When a caller already guards a tracepoint with an explicit enabled check:
if (trace_foo_enabled() && cond)
trace_foo(args);
trace_foo() internally re-evaluates the static_branch_unlikely() key.
Since static branches are patched binary instructions the compiler cannot
fold the two evaluations, so every such site pays the cost twice.
This series introduces trace_invoke_##name() as a companion to
trace_##name(). It calls __do_trace_##name() directly, bypassing the
redundant static-branch re-check, while preserving all other correctness
properties of the normal path (RCU-watching assertion, might_fault() for
syscall tracepoints).

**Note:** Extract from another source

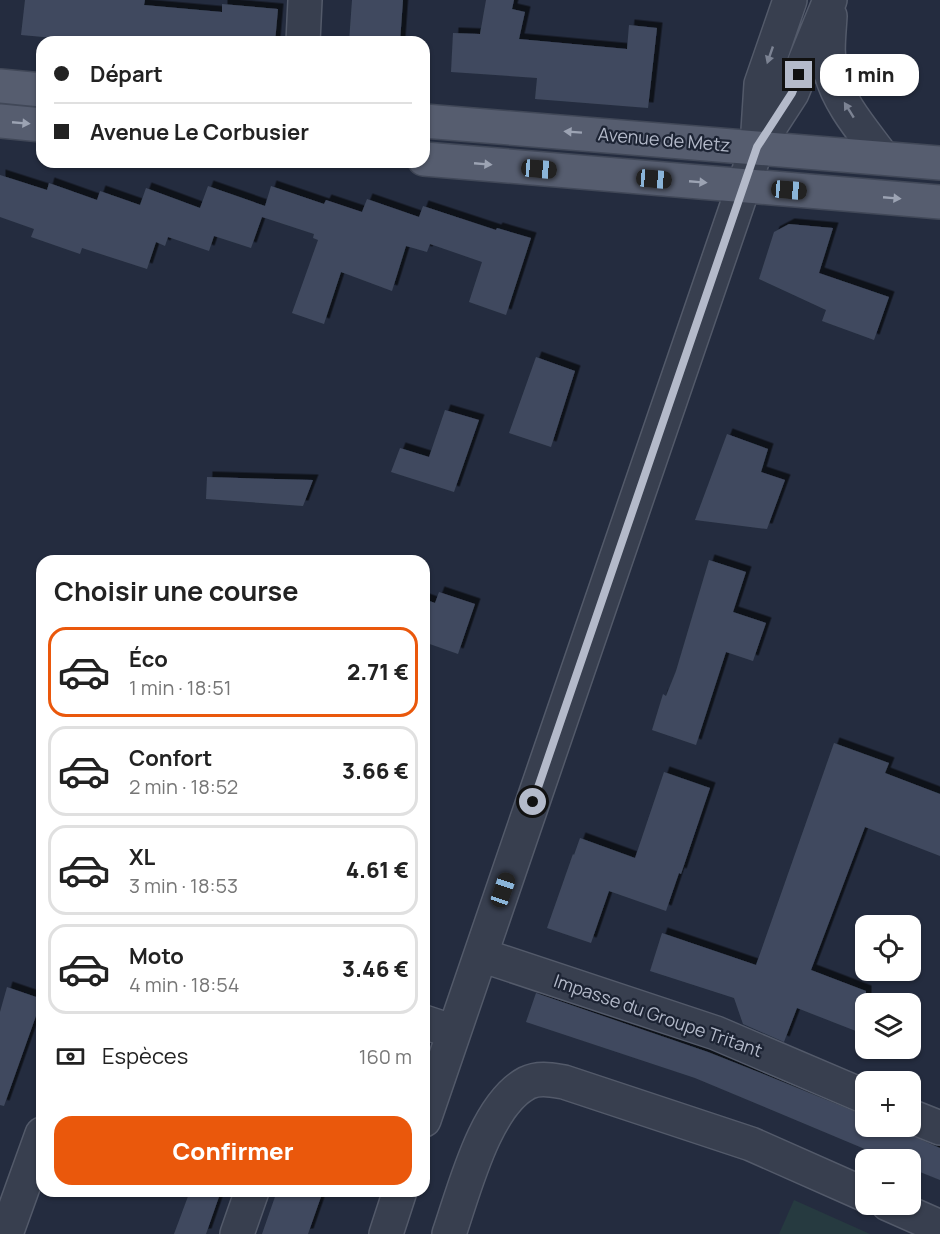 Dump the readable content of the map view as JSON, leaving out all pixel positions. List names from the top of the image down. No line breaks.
{"streets":{"main road":["Avenue de Metz"],"street":["Impasse du Groupe Tritant"]},"page":{"banner":["Départ","Avenue Le Corbusier"],"bubble":"1 min","heading":"Choisir une course","list":[{"name":"Éco","note":"1 min · 18:51","value":"2.71 €"},{"name":"Confort","note":"2 min · 18:52","value":"3.66 €"},{"name":"XL","note":"3 min · 18:53","value":"4.61 €"},{"name":"Moto","note":"4 min · 18:54","value":"3.46 €"}],"map_buttons":["+","−"],"pay":["Espèces","160 m"],"buttons":"Confirmer"}}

The internal __do_trace_##name() symbol is not
leaked to call sites; trace_invoke_##name() is the only new public API.
if (trace_foo_enabled() && cond)
trace_invoke_foo(args); /* calls __do_trace_foo() directly */
The first patch adds the three-location change to
include/linux/tracepoint.h (__DECLARE_TRACE, __DECLARE_TRACE_SYSCALL,
and the !TRACEPOINTS_ENABLED stub). The remaining 14 patches
mechanically convert all guarded call sites found in the tree:
kernel/, io_uring/, net/, accel/habanalabs, cpufreq/, devfreq/,
dma-buf/, fsi/, drm/, HID, i2c/, spi/, scsi/ufs/, and btrfs/.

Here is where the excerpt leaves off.